What the task requires —
Begin at the line below that contains "I need the bounding". Repeat it and all remaining lines of the records exactly.

Provided data —

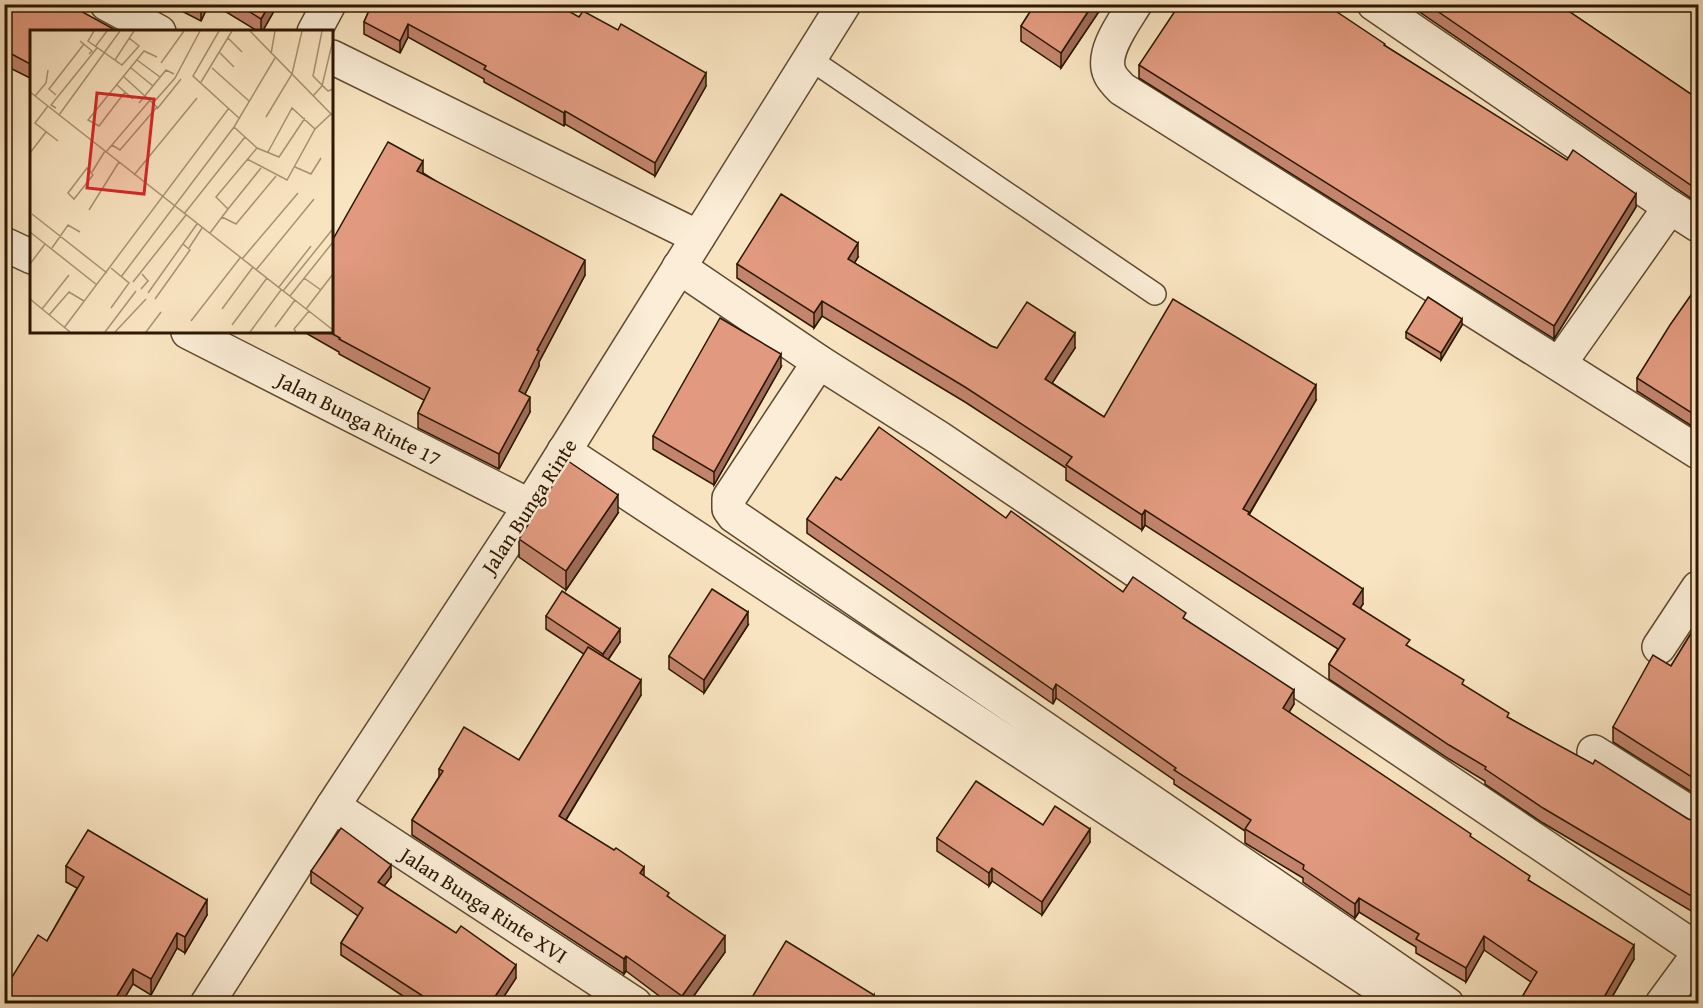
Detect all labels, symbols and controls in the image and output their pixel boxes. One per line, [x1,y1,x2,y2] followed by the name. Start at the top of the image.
[30,30,333,333] inset map
[269,363,447,474] street label: Jalan Bunga Rinte 17
[472,432,585,582] street label: Jalan Bunga Rinte
[392,838,574,971] street label: Jalan Bunga Rinte XVI

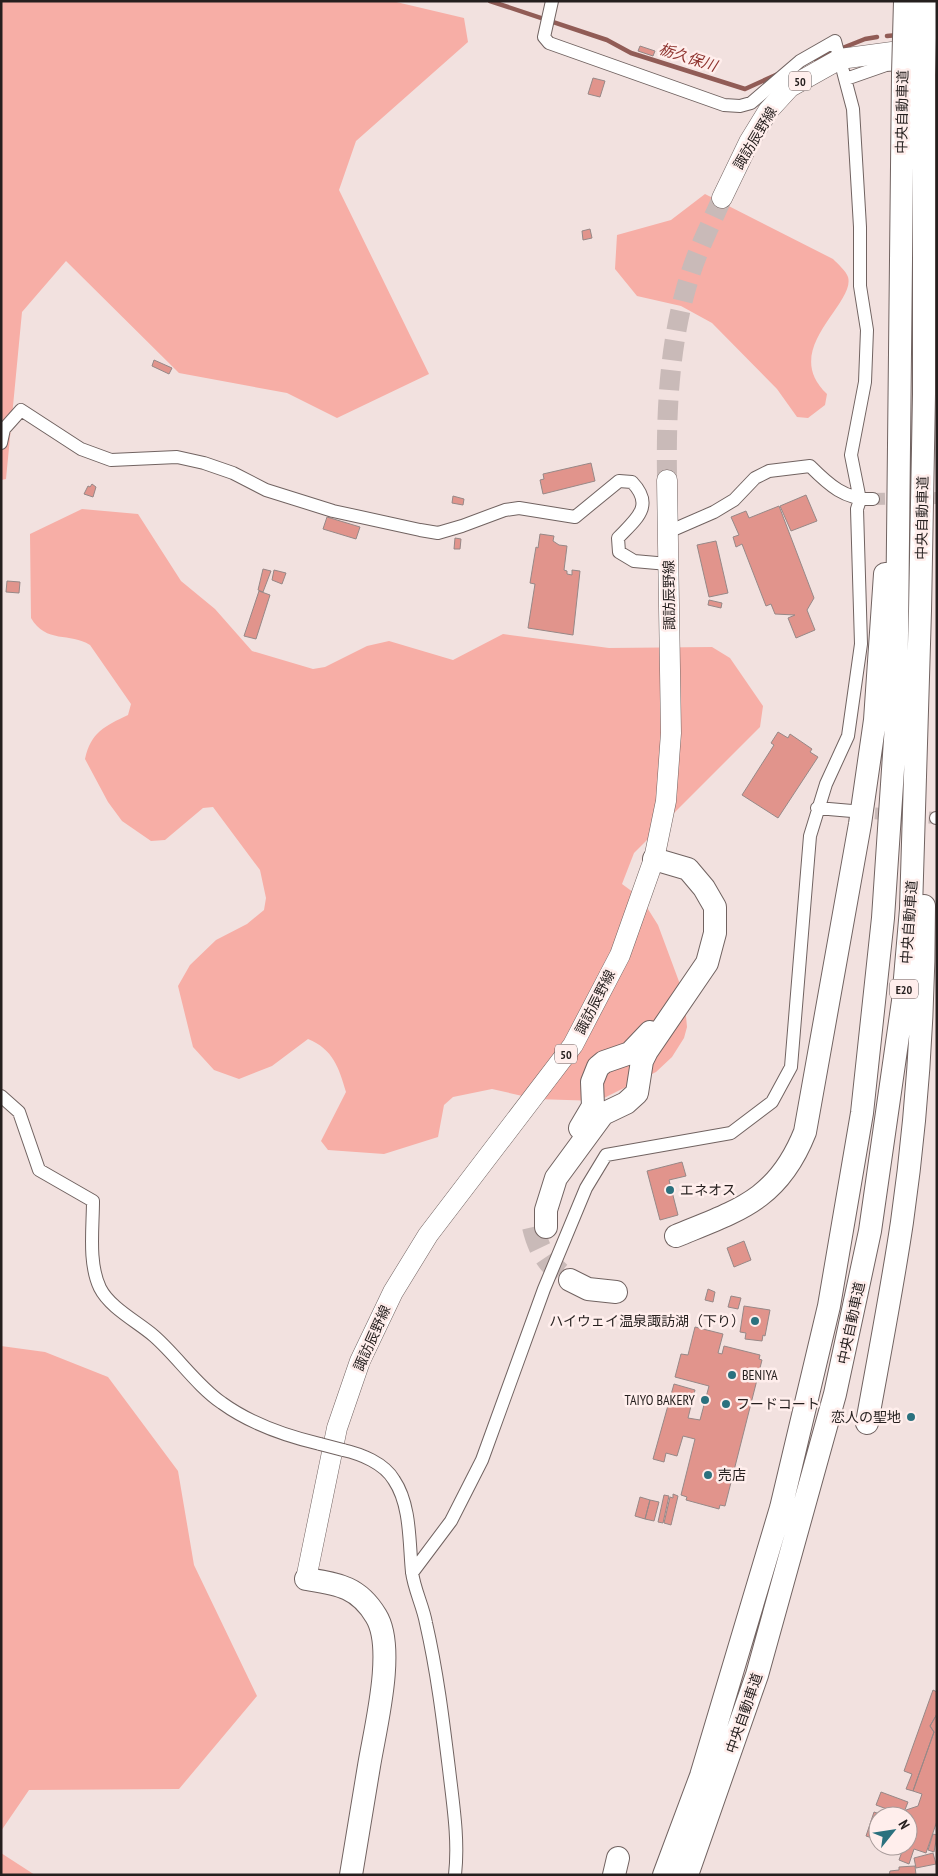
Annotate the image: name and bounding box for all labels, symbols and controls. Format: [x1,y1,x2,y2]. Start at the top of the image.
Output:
water label: 栃久保川 [657,39,721,76]
street label: 中央自動車道 [892,70,912,154]
road number: 50 [789,72,811,90]
street label: 諏訪辰野線 [729,103,781,173]
street label: 中央自動車道 [912,476,932,560]
street label: 諏訪辰野線 [659,560,679,630]
street label: 中央自動車道 [897,879,921,965]
street label: 諏訪辰野線 [571,967,619,1037]
road number: E20 [890,980,918,999]
road number: 50 [555,1044,577,1064]
place label: エネオス [680,1181,736,1199]
marker: エネオス [664,1184,676,1196]
street label: 中央自動車道 [833,1280,869,1366]
street label: 諏訪辰野線 [350,1302,394,1374]
place label: ハイウェイ温泉諏訪湖（下り） [549,1312,745,1330]
marker: ハイウェイ温泉諏訪湖（下り） [749,1315,761,1327]
place label: BENIYA [742,1366,778,1384]
marker: BENIYA [726,1369,738,1381]
place label: TAIYO BAKERY [624,1391,696,1409]
marker: TAIYO BAKERY [699,1394,711,1406]
place label: フードコート [736,1395,820,1413]
marker: フードコート [720,1398,732,1410]
place label: 恋人の聖地 [831,1408,901,1426]
marker: 恋人の聖地 [905,1411,917,1423]
place label: 売店 [718,1466,746,1484]
marker: 売店 [702,1469,714,1481]
street label: 中央自動車道 [722,1670,766,1756]
north arrow [868,1806,918,1856]
text: N [895,1817,914,1832]

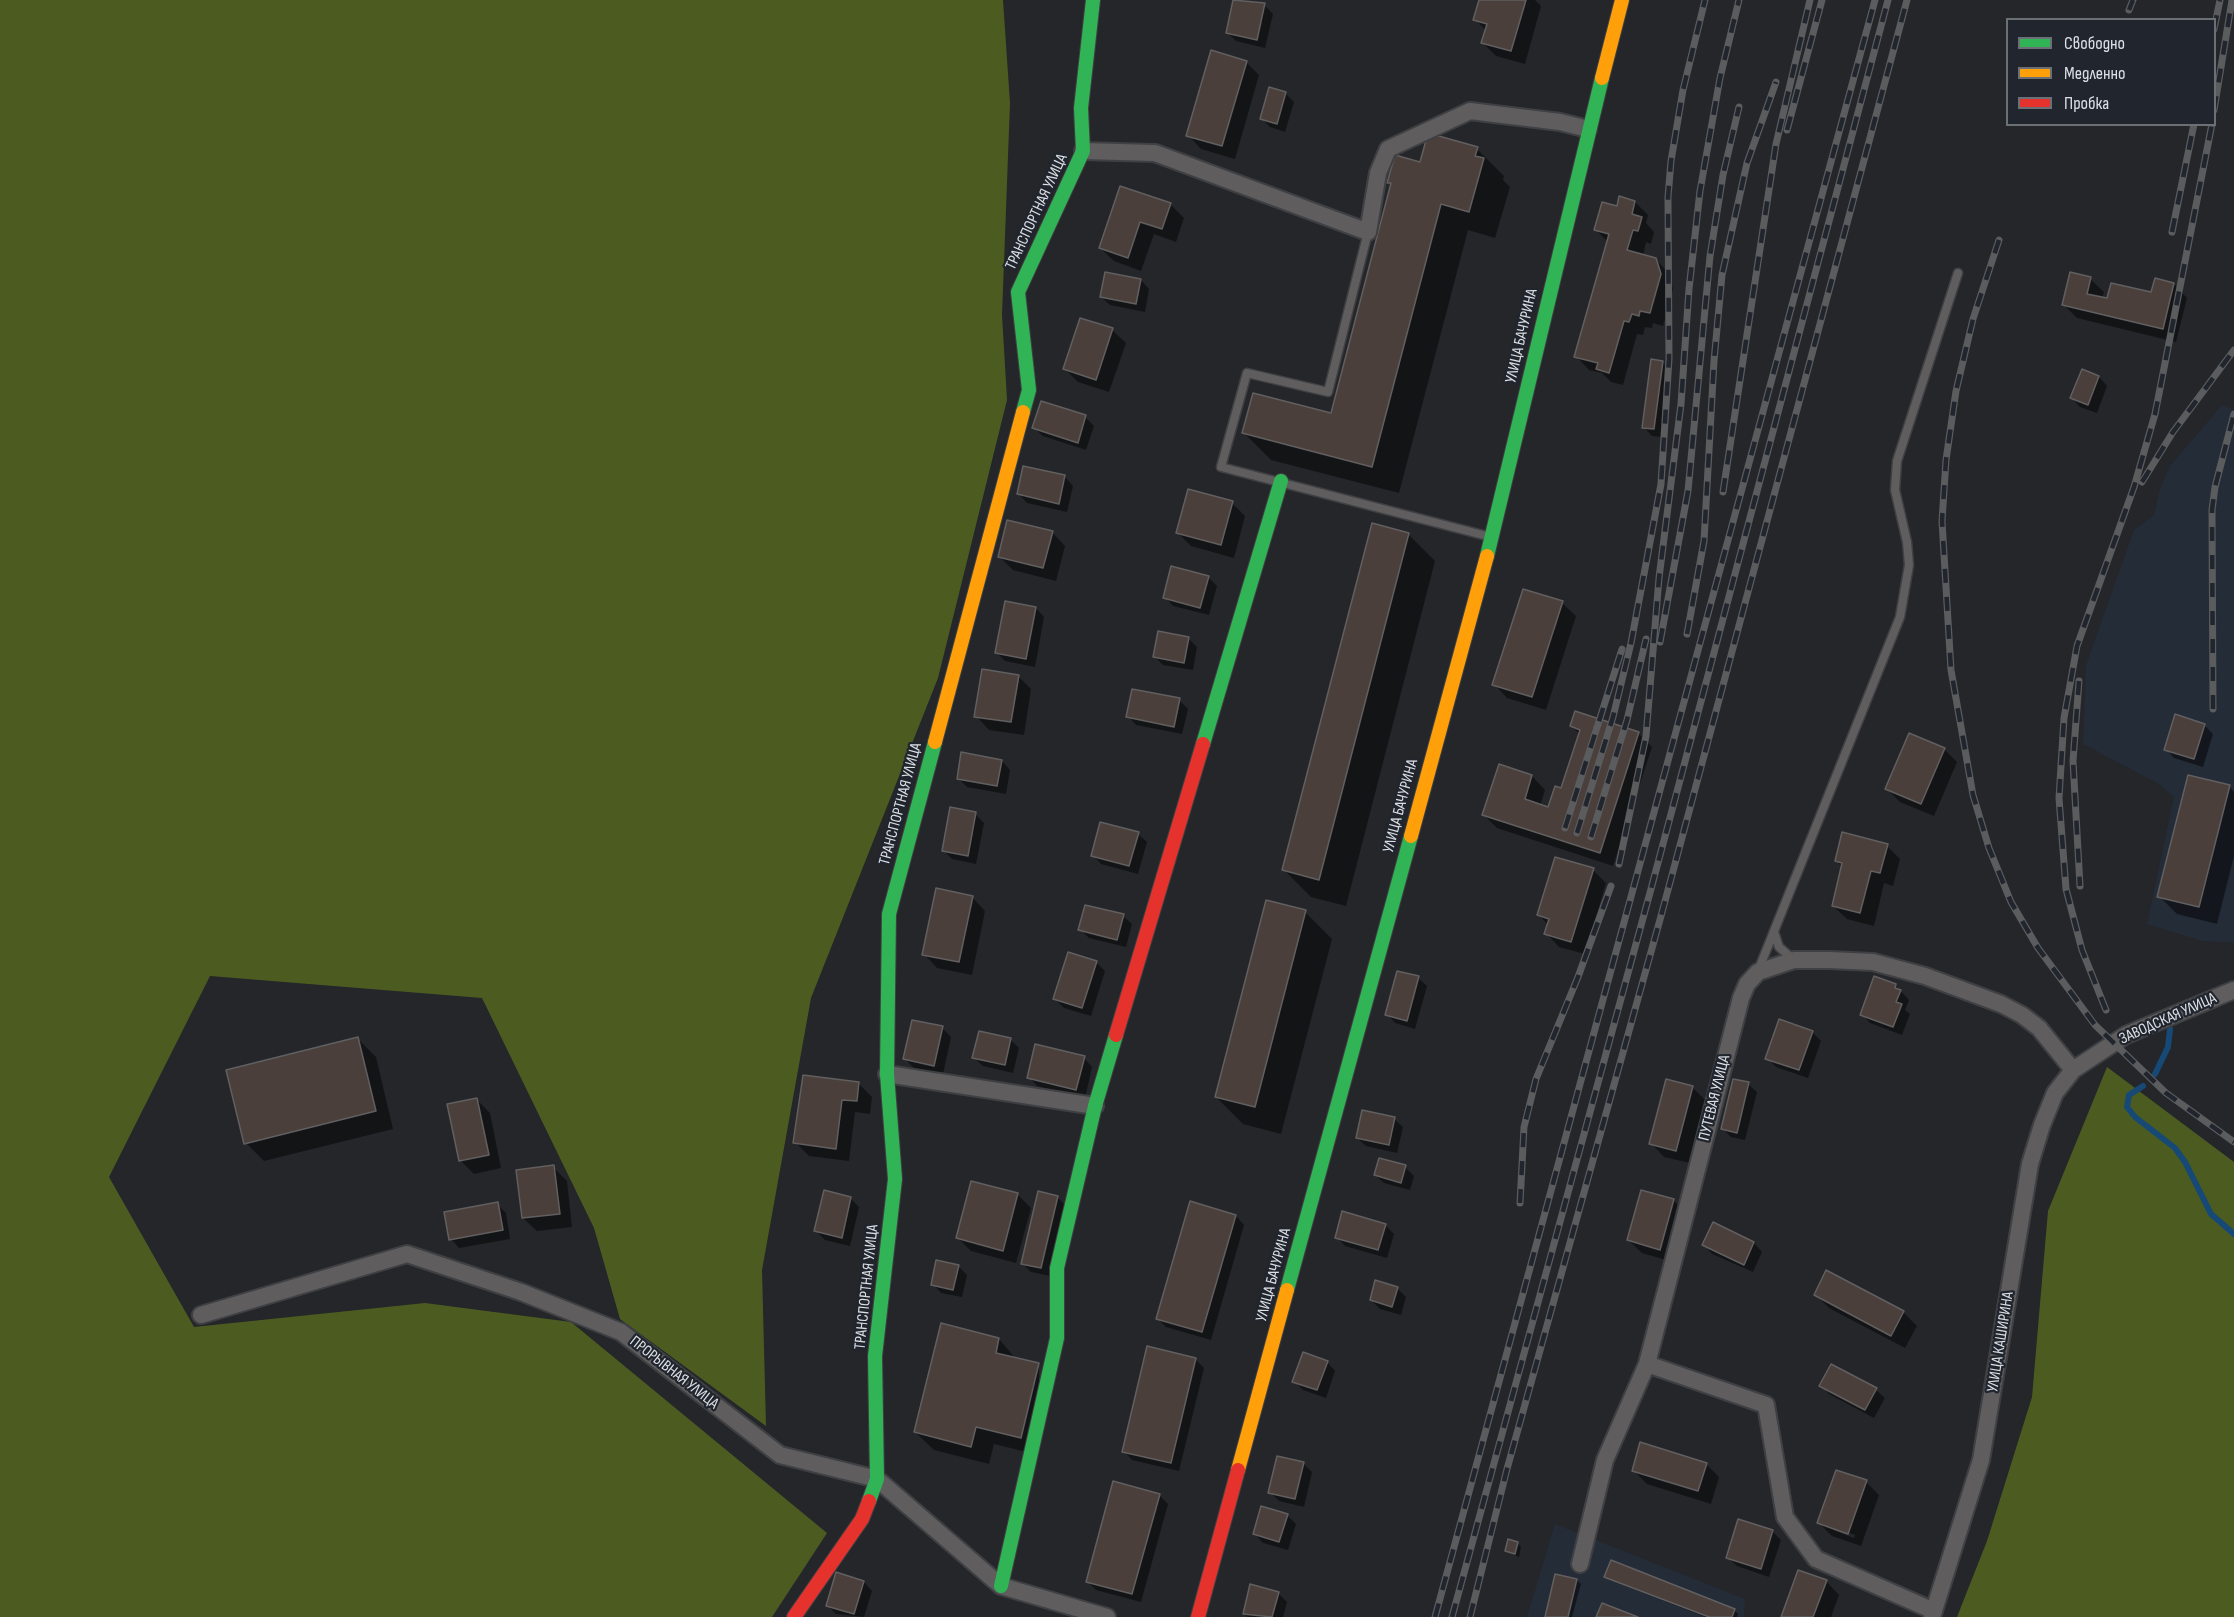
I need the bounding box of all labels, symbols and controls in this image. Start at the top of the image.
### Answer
legend [2006,18,2216,126]
text: Свободно [2064,33,2125,54]
text: Медленно [2064,63,2126,84]
text: Пробка [2064,93,2109,114]
street label: ТРАНСПОРТНАЯ УЛИЦА [1002,151,1072,273]
street label: УЛИЦА БАЧУРИНА [1502,287,1542,385]
street label: ТРАНСПОРТНАЯ УЛИЦА [875,741,927,867]
street label: УЛИЦА БАЧУРИНА [1379,757,1423,855]
street label: ЗАВОДСКАЯ УЛИЦА [2116,989,2220,1049]
street label: ПУТЕВАЯ УЛИЦА [1695,1053,1735,1143]
street label: ТРАНСПОРТНАЯ УЛИЦА [851,1223,883,1351]
street label: УЛИЦА БАЧУРИНА [1252,1226,1296,1324]
street label: УЛИЦА КАШИРИНА [1984,1290,2018,1394]
street label: ПРОРЫВНАЯ УЛИЦА [626,1332,722,1414]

Finished exercise —
I need the bounding box of all labels, symbols and controls in this image. Start at the top of the image.
### Answer
legend [2006,18,2216,126]
text: Свободно [2064,33,2125,54]
text: Медленно [2064,63,2126,84]
text: Пробка [2064,93,2109,114]
street label: ТРАНСПОРТНАЯ УЛИЦА [1002,151,1072,273]
street label: УЛИЦА БАЧУРИНА [1502,287,1542,385]
street label: ТРАНСПОРТНАЯ УЛИЦА [875,741,927,867]
street label: УЛИЦА БАЧУРИНА [1379,757,1423,855]
street label: ЗАВОДСКАЯ УЛИЦА [2116,989,2220,1049]
street label: ПУТЕВАЯ УЛИЦА [1695,1053,1735,1143]
street label: ТРАНСПОРТНАЯ УЛИЦА [851,1223,883,1351]
street label: УЛИЦА БАЧУРИНА [1252,1226,1296,1324]
street label: УЛИЦА КАШИРИНА [1984,1290,2018,1394]
street label: ПРОРЫВНАЯ УЛИЦА [626,1332,722,1414]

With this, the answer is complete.